The goal of the Counseling Center is to help you make the most of your university experience, both personally and academically. Student life involves significant educational, social, and emotional challenges. While these challenges can be stressful, they can also be wonderful opportunities for learning and development. We are here to help you gain the tools and insights you need to thrive emotionally, socially and intellectually.
Our community at AU includes students with a wide range of life experiences, identities, backgrounds, and personal circumstances. A clinician can help you sort out your situation, your feelings, your options, and resources that might be of help to you.
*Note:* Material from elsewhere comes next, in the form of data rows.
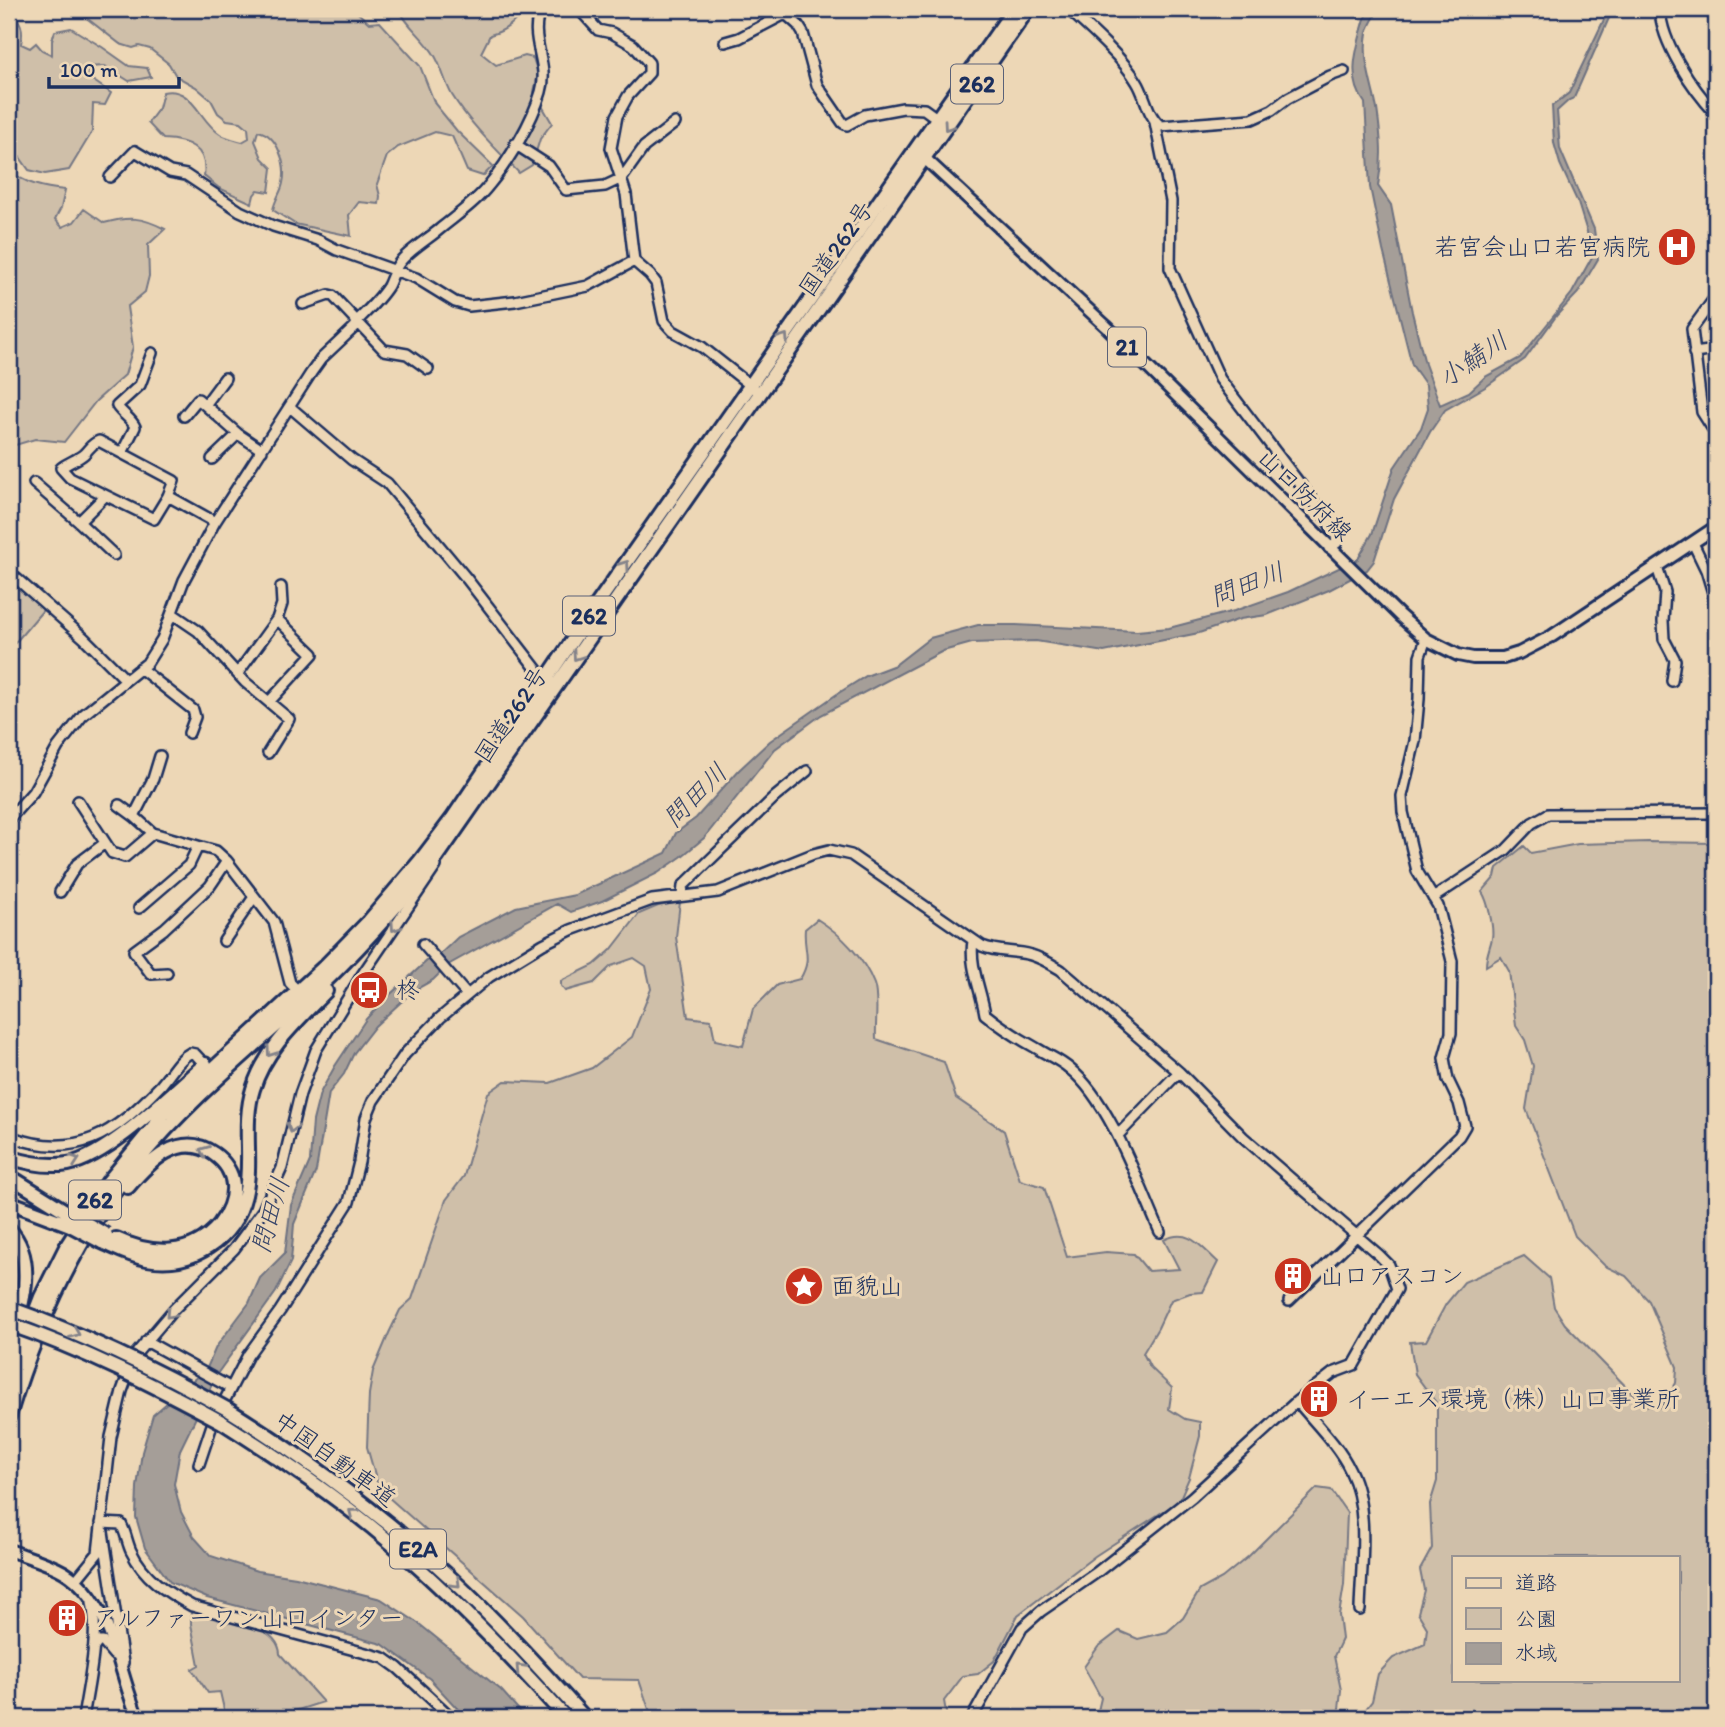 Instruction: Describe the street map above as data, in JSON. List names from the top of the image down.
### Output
{
  "streets": {
    "highway": [
      "262",
      "国道262号",
      "中国自動車道",
      "E2A"
    ],
    "main road": ["21", "山口防府線"]
  },
  "crossings": [
    ["262", "国道262号"],
    ["国道262号", "山口防府線"]
  ],
  "water": ["小鯖川", "問田川"],
  "places": {
    "hospital": ["若宮会山口若宮病院"],
    "bus stop": ["柊"],
    "building": ["山口アスコン", "イーエス環境（株）山口事業所", "アルファーワン山口インター"],
    "place": ["面貌山"]
  },
  "legend": ["道路", "公園", "水域"],
  "scale_bar": "100 m"
}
Students transferring from other schools often face special challenges in their efforts to thrive. These may include, for example, adjusting to a new academic and social environment; coping with surprises or disappointments in comparing AU to your previous school; establishing a sense of school spirit or identity; feeling out-of-sync with your classmates either academically or socially; "transfer regret;" or other difficulties in fully engaging in university life. These concerns, and many more, are appropriate to bring to the Counseling Center for a confidential conversation with a clinician.
Students of Color
Challenges facing students of color may include, for example, adjusting to a new academic and social environment; dealing with issues of belonging or exclusion; encountering prejudice; weathering changes in one's identity or aspirations; negotiating intersectional identities; and navigating the relationship between other life concerns and being a student of color at AU and a person of color in the world. These concerns are all appropriate for for a confidential conversation with a clinician.
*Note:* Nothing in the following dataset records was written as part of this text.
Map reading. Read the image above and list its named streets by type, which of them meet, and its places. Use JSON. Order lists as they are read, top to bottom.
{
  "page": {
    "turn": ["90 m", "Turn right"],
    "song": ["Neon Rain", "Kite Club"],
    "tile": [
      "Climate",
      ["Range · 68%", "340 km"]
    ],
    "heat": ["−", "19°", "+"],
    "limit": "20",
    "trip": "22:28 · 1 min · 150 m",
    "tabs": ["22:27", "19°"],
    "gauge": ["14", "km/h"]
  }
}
Sexual Orientation and Gender Diversity
Students who identify as gay, lesbian, bisexual, transgender, queer, gender non-conforming, asexual, and non-binary may find they experience challenges that can include sorting out one's own feelings of identity and sexuality; interacting with others (family, friends, roommates, co-workers, etc.) regarding one's gender identity, gender expression, or sexual orientation; dealing with relationship issues; and coping with prejudice. These are just some of the concerns that LGBTQ+ students may find helpful to talk about with a respectful and supportive listener — including, of course, life concerns not directly related to sexual orientation or gender identity.
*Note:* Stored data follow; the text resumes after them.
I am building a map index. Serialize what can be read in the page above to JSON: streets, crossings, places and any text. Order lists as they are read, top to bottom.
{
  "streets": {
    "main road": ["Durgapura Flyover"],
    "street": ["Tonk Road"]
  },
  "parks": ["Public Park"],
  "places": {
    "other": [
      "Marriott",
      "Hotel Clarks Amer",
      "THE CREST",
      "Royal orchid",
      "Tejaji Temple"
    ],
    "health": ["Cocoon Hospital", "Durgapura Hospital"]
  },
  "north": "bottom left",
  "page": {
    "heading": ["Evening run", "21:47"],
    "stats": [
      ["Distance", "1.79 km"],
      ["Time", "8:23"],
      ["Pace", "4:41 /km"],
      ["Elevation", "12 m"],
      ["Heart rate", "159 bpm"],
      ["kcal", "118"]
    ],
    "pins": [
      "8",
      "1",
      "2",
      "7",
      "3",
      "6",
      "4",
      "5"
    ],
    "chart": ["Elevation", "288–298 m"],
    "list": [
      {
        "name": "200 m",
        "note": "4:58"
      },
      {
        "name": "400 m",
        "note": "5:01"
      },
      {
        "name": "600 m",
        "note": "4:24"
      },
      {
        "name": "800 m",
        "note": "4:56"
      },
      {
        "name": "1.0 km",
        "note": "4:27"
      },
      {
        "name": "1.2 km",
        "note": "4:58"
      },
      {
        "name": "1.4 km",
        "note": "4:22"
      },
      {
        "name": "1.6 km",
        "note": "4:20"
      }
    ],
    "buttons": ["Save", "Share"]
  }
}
Similarly, the friends, family, roommates, etc., of a GLBTQ+ student may also have special concerns for which they need support or consultation.
Students with Disabilities and Learning Differences
Students with disabilities and learning differences face special challenges in their efforts to thrive at school. These may include coping with added stresses associated with a disability; sorting out one's feelings of identity and independence; interacting with others regarding one's disability or difference; and seeking out and accessing the support necessary to fully engage in university life.
Students who are the friend or family member of someone with a disability or difference may also have related worries or difficulties. These and other concerns about disabilities or differences are appropriate to bring to the Counseling Center for a confidential conversation with a clinician.
Challenges for students coming to AU from other countries and cultures may include, for example: adjusting to a new academic and social environment; culture-shock or language-barriers; finding companions of one's own religion, language, or culture; homesickness; encounters with prejudice; or other difficulties in fully engaging in university life.
Students coming from other countries and cultures may also have assumptions or fears about what it means to seek out counseling. In some cultures, for example, counseling is seen as shameful, an indication of personal failure, or a sign that the person is "crazy." Such assumptions can make it especially difficult for students to seek out the support they need to do well at school.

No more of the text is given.